▸ Task item: There is one span to output from the data below: the lines starting at the line with "Give bounding boxes for all text" and ending at the line with "Bounding boxes for all street labels and road numbers, this". Output it exactly, ends included, nothing more.

▸ Source data:
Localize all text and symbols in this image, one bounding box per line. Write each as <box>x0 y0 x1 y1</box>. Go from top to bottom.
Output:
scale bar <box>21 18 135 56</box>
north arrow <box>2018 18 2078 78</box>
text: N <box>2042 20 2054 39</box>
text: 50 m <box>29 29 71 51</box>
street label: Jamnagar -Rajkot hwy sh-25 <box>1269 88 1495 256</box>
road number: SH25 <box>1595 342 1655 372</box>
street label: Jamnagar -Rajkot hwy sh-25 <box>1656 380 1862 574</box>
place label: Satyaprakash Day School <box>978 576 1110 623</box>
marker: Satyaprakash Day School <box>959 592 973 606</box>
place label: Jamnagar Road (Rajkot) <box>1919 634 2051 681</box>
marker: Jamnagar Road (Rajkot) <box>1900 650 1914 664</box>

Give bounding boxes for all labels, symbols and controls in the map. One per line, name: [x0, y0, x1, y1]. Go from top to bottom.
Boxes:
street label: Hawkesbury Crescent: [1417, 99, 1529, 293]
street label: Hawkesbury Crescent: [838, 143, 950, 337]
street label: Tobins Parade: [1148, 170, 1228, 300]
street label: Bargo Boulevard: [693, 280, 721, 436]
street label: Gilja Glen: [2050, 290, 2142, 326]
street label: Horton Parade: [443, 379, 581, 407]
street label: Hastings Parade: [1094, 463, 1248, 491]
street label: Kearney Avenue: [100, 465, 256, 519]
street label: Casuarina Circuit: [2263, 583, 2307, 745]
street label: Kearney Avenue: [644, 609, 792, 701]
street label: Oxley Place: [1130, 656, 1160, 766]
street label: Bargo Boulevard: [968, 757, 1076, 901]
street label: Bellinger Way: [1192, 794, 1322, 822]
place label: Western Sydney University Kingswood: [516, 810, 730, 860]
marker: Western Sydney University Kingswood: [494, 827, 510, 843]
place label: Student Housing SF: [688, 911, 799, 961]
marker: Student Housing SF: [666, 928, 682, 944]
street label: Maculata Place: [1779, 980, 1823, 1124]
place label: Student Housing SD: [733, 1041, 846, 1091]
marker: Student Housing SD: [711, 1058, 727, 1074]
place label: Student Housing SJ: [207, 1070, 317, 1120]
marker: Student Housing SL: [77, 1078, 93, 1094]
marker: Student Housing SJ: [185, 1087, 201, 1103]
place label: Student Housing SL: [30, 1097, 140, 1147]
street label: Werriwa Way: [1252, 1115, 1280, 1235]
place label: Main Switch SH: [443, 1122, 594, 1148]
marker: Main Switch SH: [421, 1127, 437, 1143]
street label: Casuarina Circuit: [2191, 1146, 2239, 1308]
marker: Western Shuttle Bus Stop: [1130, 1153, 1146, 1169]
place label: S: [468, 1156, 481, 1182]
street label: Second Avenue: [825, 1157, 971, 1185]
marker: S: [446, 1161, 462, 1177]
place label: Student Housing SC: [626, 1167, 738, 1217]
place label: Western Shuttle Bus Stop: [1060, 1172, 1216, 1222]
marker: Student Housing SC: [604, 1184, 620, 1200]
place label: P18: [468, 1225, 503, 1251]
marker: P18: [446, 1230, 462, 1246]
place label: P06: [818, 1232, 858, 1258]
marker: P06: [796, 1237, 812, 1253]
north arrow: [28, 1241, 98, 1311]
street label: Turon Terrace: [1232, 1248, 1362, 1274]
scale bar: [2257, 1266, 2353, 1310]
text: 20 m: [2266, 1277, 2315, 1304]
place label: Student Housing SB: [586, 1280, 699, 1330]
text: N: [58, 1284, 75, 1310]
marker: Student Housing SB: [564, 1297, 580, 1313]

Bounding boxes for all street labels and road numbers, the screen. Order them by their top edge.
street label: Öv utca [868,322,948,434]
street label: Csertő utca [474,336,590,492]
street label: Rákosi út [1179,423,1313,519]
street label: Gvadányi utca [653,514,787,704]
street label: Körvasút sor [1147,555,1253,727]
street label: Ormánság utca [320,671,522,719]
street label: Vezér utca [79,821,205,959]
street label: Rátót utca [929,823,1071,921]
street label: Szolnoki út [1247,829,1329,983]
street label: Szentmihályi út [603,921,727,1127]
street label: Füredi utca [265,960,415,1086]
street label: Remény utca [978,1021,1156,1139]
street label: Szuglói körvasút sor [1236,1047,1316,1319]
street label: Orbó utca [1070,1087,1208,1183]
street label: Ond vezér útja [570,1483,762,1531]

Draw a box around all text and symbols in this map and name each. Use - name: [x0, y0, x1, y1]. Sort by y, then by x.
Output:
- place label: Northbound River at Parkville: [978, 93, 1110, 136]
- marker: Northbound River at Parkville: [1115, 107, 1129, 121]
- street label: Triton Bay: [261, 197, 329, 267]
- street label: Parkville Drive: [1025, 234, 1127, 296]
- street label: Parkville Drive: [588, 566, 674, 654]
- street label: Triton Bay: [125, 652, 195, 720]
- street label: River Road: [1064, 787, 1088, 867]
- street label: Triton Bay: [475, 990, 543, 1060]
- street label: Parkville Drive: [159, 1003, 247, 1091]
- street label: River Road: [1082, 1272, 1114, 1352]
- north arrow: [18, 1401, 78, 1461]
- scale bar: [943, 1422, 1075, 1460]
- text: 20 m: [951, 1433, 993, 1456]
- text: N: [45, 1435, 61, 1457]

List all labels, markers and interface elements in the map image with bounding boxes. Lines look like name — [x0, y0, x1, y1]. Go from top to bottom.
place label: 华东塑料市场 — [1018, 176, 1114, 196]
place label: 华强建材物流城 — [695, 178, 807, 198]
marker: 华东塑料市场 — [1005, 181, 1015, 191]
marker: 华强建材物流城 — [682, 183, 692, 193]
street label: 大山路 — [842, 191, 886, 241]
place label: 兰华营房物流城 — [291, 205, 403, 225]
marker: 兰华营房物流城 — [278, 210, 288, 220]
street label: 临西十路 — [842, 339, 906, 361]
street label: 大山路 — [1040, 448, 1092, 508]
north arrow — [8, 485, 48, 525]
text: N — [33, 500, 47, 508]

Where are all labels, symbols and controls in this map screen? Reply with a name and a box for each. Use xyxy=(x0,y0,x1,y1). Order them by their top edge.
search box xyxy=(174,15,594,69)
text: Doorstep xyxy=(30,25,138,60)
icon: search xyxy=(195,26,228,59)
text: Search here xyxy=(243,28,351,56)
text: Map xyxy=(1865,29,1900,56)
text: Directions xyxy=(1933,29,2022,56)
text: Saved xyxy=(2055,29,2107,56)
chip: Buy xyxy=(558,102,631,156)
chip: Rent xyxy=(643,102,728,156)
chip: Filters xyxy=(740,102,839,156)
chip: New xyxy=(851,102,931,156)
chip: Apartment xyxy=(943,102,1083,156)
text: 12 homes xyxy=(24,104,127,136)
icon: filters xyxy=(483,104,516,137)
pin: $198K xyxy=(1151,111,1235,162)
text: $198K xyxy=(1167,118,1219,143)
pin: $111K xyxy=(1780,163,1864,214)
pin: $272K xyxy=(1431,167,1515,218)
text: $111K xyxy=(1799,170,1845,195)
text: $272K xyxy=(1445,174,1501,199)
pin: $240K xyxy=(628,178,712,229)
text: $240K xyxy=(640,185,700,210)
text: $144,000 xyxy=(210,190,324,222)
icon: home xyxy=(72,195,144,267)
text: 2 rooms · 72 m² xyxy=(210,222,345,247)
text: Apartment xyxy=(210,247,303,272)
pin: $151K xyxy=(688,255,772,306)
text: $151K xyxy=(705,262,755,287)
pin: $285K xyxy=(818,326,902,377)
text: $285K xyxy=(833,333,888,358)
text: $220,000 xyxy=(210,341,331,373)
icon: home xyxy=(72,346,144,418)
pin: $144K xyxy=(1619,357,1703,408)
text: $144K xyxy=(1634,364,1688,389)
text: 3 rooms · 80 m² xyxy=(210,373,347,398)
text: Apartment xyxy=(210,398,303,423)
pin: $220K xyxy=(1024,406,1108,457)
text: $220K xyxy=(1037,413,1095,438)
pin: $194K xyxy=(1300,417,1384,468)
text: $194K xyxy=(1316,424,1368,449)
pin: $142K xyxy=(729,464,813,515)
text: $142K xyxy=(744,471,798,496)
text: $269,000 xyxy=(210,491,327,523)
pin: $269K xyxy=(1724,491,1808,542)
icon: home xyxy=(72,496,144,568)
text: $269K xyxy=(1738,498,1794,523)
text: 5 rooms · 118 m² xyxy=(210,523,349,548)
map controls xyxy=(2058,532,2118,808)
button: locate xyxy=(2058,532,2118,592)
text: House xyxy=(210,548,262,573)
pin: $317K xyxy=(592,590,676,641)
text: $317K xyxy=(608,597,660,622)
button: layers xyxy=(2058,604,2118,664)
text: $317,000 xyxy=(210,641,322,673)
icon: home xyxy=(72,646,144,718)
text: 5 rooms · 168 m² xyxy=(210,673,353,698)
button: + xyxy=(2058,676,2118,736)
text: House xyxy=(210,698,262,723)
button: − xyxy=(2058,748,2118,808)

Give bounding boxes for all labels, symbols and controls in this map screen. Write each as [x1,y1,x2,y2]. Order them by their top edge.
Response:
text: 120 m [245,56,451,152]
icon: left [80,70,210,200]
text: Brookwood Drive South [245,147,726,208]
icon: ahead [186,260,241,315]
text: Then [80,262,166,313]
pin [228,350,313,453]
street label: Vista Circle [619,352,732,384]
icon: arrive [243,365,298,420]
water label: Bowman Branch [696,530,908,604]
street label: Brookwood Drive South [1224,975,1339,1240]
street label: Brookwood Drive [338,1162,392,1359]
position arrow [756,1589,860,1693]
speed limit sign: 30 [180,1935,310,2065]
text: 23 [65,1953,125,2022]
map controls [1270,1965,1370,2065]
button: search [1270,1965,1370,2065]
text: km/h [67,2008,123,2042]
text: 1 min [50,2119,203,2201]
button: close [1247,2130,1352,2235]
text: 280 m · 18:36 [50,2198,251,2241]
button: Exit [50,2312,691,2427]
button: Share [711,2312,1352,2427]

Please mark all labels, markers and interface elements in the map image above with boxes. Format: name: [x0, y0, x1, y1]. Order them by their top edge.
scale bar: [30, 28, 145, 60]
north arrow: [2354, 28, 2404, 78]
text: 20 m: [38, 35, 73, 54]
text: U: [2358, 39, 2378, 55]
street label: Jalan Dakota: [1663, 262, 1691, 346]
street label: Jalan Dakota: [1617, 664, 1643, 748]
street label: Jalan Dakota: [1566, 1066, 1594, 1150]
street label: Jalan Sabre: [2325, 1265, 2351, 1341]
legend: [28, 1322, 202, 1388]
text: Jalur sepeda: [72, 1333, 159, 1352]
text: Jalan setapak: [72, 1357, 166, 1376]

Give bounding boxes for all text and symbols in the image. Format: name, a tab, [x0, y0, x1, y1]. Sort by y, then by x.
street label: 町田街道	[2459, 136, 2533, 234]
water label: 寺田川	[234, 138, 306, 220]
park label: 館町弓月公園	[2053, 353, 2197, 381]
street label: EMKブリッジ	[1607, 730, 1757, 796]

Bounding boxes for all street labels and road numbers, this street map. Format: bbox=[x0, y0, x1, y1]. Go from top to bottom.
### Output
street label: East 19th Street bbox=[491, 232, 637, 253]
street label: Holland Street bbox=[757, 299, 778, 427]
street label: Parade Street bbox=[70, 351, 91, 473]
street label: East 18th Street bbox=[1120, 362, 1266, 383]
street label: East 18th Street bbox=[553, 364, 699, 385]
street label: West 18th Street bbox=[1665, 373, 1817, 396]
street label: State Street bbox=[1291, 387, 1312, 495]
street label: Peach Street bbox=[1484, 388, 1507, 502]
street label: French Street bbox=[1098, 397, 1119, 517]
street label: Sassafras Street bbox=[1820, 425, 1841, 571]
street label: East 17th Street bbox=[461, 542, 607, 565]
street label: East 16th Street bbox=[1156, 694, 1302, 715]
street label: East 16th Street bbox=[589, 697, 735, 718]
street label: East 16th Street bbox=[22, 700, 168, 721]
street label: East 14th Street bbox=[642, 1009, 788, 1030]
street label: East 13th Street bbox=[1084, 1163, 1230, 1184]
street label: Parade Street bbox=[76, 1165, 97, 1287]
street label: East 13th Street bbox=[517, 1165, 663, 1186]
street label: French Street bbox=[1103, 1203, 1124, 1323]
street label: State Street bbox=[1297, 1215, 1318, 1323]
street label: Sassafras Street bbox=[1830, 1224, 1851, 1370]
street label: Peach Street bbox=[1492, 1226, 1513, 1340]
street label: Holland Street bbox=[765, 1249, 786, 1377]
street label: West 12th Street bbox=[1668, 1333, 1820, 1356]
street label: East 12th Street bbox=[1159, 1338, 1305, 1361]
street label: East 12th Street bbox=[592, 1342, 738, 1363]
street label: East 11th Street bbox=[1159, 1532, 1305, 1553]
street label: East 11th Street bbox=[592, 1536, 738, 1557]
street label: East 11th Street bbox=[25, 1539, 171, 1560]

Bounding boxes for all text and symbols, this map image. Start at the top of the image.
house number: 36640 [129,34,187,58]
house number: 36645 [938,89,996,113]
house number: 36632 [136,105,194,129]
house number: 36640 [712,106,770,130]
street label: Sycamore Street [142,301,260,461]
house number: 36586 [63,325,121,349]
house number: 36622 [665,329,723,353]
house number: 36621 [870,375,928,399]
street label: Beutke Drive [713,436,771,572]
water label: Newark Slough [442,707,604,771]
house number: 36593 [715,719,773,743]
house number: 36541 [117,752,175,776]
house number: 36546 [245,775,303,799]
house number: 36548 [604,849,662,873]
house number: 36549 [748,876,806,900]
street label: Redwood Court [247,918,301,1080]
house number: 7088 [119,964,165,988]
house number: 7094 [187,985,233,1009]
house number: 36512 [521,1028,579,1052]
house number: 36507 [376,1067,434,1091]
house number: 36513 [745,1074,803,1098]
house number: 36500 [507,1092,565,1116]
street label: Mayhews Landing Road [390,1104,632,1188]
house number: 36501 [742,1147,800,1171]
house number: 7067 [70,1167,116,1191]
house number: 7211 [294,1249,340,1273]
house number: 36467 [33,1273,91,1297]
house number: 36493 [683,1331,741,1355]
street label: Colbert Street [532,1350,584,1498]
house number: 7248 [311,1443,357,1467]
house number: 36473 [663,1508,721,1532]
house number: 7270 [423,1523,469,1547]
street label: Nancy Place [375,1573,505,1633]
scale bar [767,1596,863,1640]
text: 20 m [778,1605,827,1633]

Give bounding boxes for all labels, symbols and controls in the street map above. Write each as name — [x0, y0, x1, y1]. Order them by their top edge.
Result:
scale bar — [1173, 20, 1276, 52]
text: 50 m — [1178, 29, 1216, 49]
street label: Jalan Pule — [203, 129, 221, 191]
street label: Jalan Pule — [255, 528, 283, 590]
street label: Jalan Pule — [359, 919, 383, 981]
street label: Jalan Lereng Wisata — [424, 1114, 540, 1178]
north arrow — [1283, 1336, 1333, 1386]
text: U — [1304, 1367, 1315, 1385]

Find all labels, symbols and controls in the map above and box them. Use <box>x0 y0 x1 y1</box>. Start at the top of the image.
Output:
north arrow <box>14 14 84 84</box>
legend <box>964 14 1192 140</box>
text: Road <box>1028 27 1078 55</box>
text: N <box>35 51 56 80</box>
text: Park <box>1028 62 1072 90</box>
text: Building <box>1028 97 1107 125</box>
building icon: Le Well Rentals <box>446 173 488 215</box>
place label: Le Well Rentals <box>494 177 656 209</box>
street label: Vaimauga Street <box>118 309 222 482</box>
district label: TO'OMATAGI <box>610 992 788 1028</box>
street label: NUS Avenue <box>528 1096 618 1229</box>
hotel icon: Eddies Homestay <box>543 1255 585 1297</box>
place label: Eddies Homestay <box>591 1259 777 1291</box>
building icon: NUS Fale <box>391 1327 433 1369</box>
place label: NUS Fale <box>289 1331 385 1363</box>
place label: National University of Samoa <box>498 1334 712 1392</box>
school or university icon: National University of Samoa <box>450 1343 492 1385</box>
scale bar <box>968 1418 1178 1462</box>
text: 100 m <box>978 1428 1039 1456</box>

▸ Final answer:
Give bounding boxes for all text and symbols in the image. Format: name, a tab, [x0, y0, x1, y1]. Sort by y, then by x.
street label: 町田街道	[2459, 136, 2533, 234]
water label: 寺田川	[234, 138, 306, 220]
park label: 館町弓月公園	[2053, 353, 2197, 381]
street label: EMKブリッジ	[1607, 730, 1757, 796]

Bounding boxes for all street labels and road numbers, this street map. Format: bbox=[x0, y0, x1, y1]. Go from top to bottom.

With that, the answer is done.